La nueva película de Eugene Green es la adaptación de una leyenda vasca hablada en euskera. Si en términos generales, el cine del director propone mecanismos de distanciamiento (son habituales, por ejemplo, la frontalidad de los planos/contraplanos en los diálogos y el estiramiento temporal de dichos intercambios), la cuestión lingüística aumenta más ese enrarecimiento característico de sus imágenes, porque amplifica el efecto desde el sonido, ya sea fonéticamente como en las lacónicas sentencias que intercambian los personajes. En esta oportunidad, la cosmovisión mítica de una comunidad se funde con signos propios del imaginario contemporáneo. El título alude a los dos hijos de la diosa Mari. Es de este modo que podemos hallar un diablo que escucha rap y goza de un semblante juvenil, y dos hermanos que son educados por él a partir del deseo de una madre que se los sirve en bandeja. El drama surgirá cuando uno de ellos elija volver al mundo. En el mundo, se une a un monasterio, deseoso de encontrar la luz de Dios. Pero aquí está el problema: como el Padre Superior  explica, debido a los oscuros poderes sobrenaturales de su madre, Atarrabi (literalmente) no proyecta ninguna sombra. Y por eso no se le permite convertirse en monje. Todo lo que quiere es subir una escalera al cielo, pero el destino le ha negado el acceso a la luz de Dios.
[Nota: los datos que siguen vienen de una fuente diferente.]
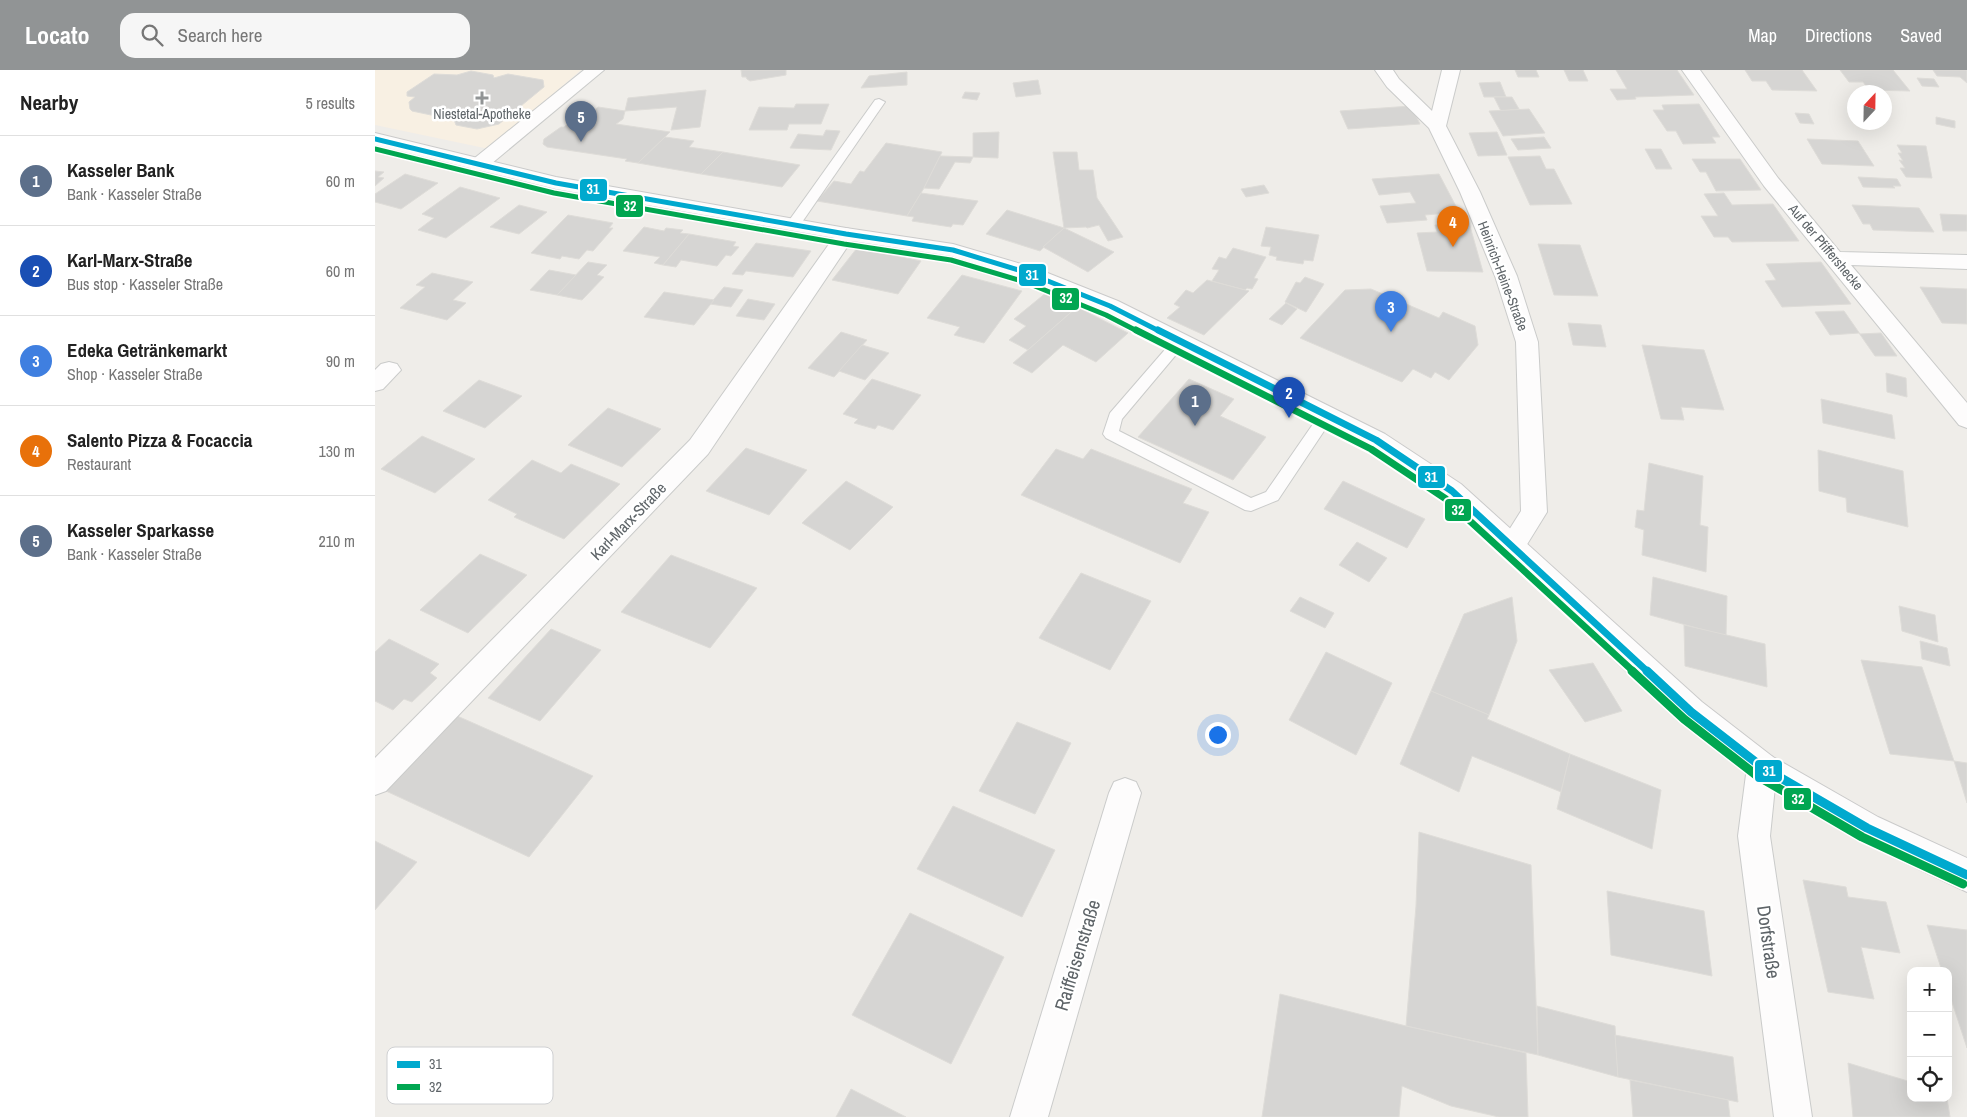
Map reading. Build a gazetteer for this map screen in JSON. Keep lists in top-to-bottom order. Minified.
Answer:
{"streets":{"street":["Auf der Pfiffershecke","Heinrich-Heine-Straße","Karl-Marx-Straße","Dorfstraße","Raiffeisenstraße"]},"places":{"health":["Niestetal-Apotheke"]},"lines":["transit line 31","transit line 32"],"legend":["31","32"],"north":"top","page":{"header":"Locato","search":"Search here","nav":["Map","Directions","Saved"],"heading":["Nearby","5 results"],"pins":["5","4","3","2","1"],"list":[{"mark":"1","name":"Kasseler Bank","note":"Bank · Kasseler Straße","value":"60 m"},{"mark":"2","name":"Karl-Marx-Straße","note":"Bus stop · Kasseler Straße","value":"60 m"},{"mark":"3","name":"Edeka Getränkemarkt","note":"Shop · Kasseler Straße","value":"90 m"},{"mark":"4","name":"Salento Pizza & Focaccia","note":"Restaurant","value":"130 m"},{"mark":"5","name":"Kasseler Sparkasse","note":"Bank · Kasseler Straße","value":"210 m"}],"map_buttons":["+","−"]}}
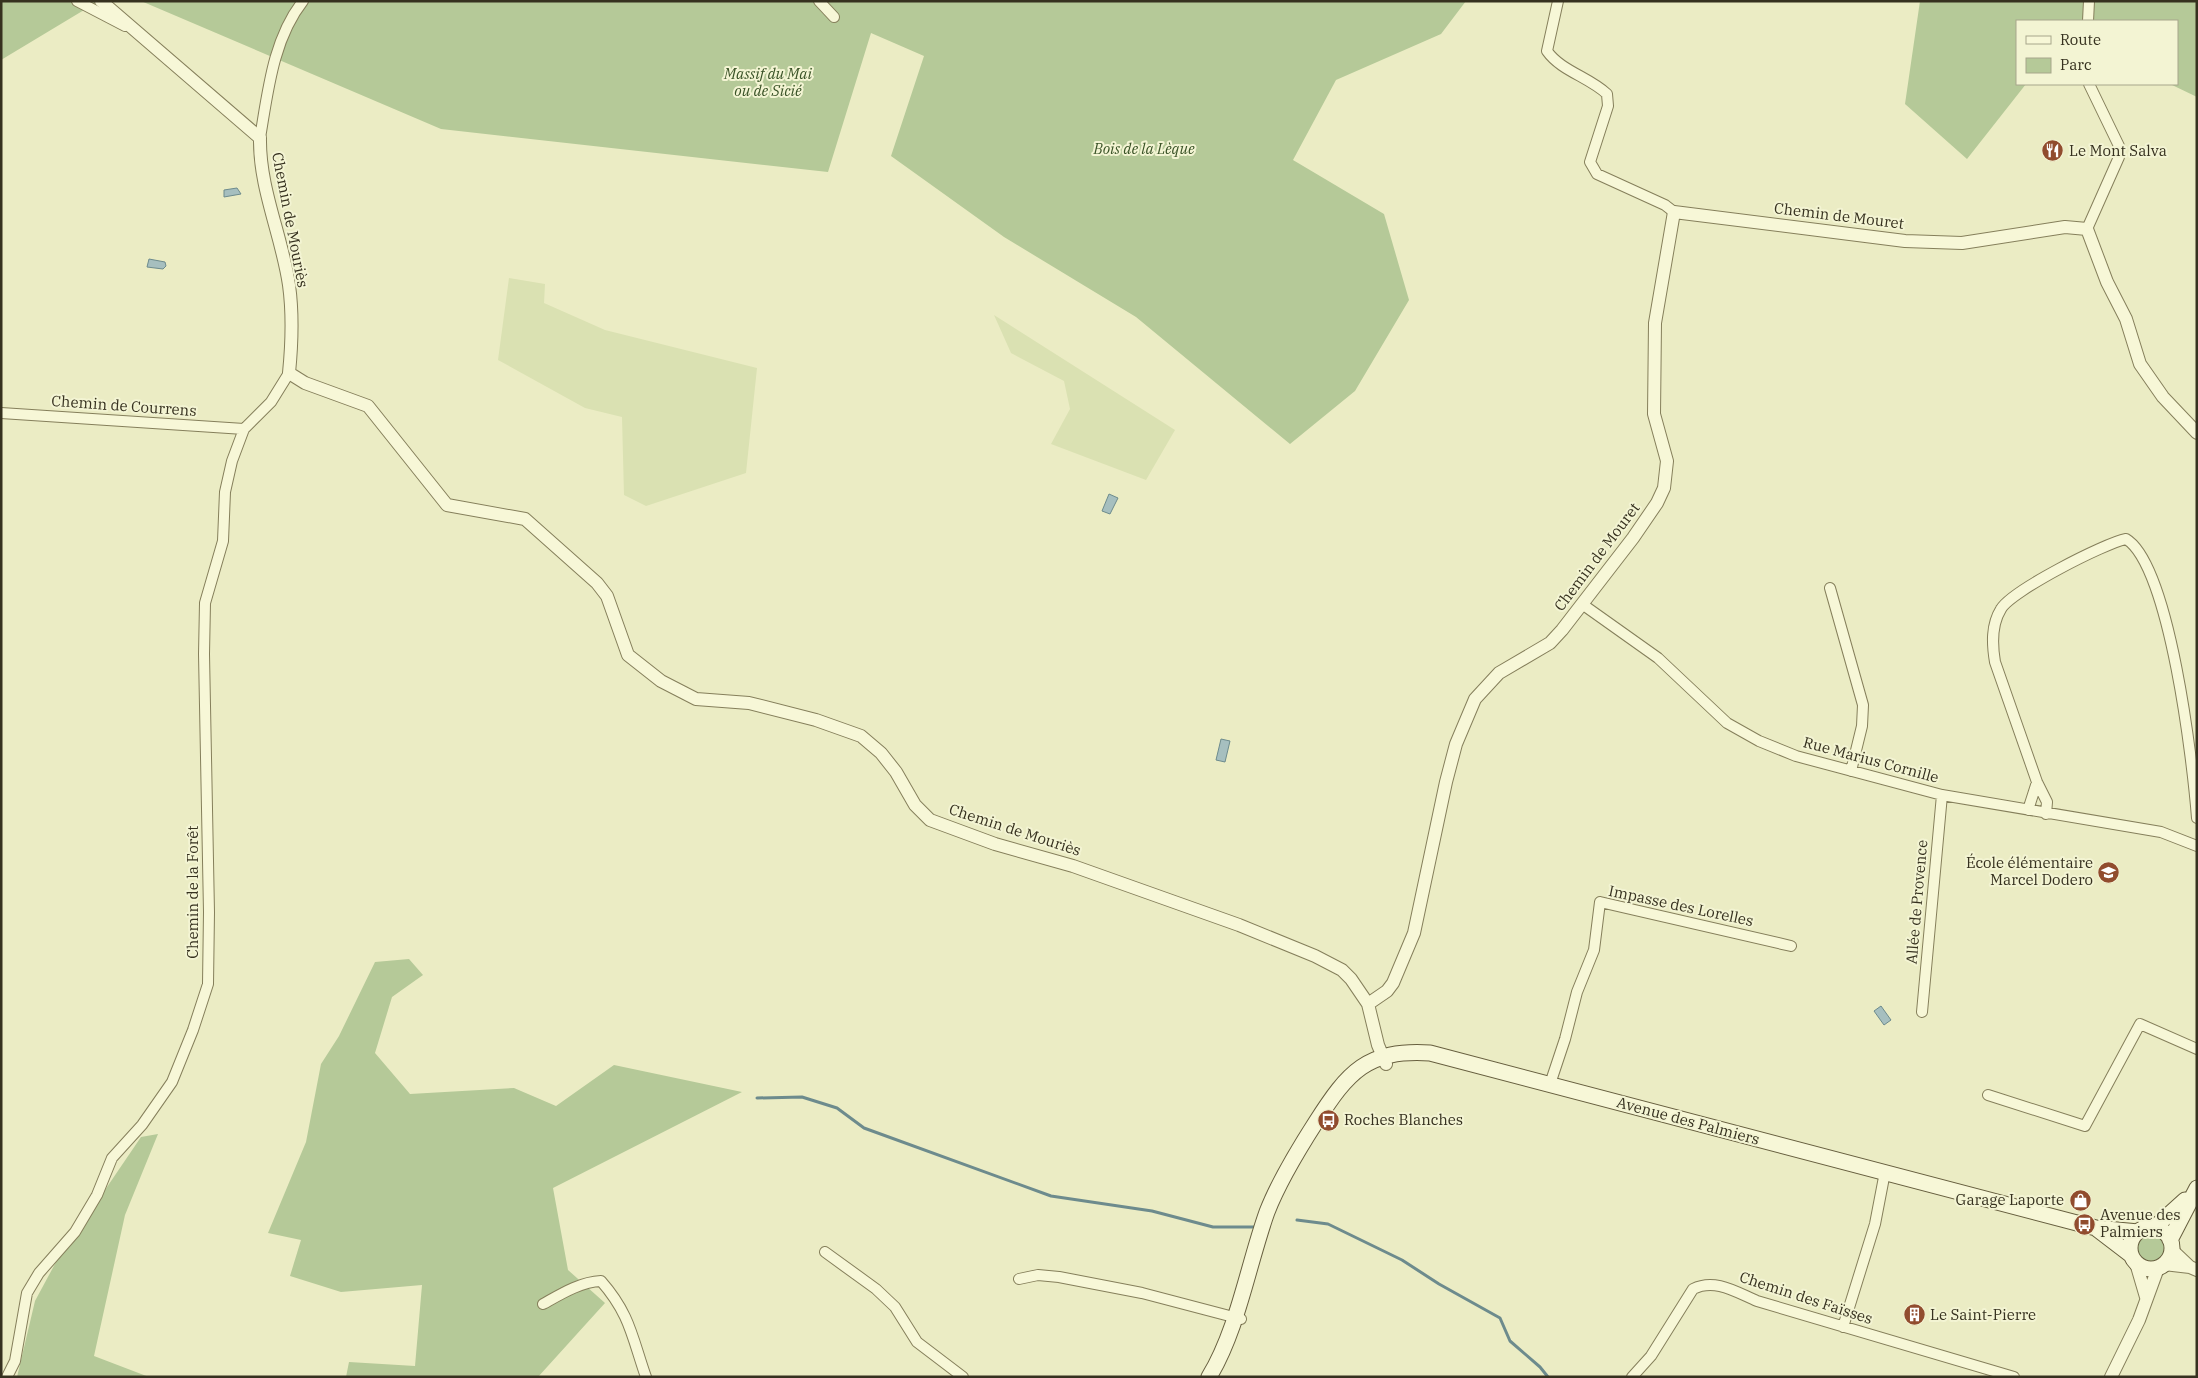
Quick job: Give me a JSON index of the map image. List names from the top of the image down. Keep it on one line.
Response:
{"streets":{"main road":["Avenue des Palmiers"],"street":["Chemin de Mouret","Chemin de Mouriès","Chemin de Courrens","Rue Marius Cornille","Chemin de la Forêt","Allée de Provence","Impasse des Lorelles","Chemin des Faïsses"]},"crossings":[["Chemin de Mouret","Chemin de Mouriès"],["Chemin de Mouret","Rue Marius Cornille"],["Chemin de Mouriès","Chemin de la Forêt"],["Chemin de Mouriès","Avenue des Palmiers"],["Chemin de Courrens","Chemin de la Forêt"],["Rue Marius Cornille","Allée de Provence"],["Impasse des Lorelles","Avenue des Palmiers"]],"parks":["Massif du Mai ou de Sicié","Bois de la Lèque"],"places":{"restaurant":["Le Mont Salva"],"school or university":["École élémentaire Marcel Dodero"],"bus stop":["Roches Blanches","Avenue des Palmiers"],"shop":["Garage Laporte"],"building":["Le Saint-Pierre"]},"legend":["Route","Parc"]}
Y es el Diablo quien logra retener su sombra. La representación del personaje luciferino, en medio de todo este baño de estilización, es graciosa, en tanto y en cuanto regentea el infierno como si fuera una empresa. A esta virtud, se pueden sumar un par de escenas antológicas por la belleza que transmiten: la radiante joven del pueblo que quiere casarse con Atarrebi, caminando por una carretera al anochecer mientras la música de una danza medieval cuadrada se mantiene detrás de ellos, o el modo en que un buitre blanco, cerca del final, asoma su pico hacia un cadáver expuesto. No obstante, con una intencionalidad satírica y un trabajo formal sustentado en una variada paleta de colores, Green propone una historia por momentos desangelada y en otros (sobre todo en el infierno, que siempre será encantador en pantalla) más divertida, aunque excedida frecuentemente en el alejamiento emocional.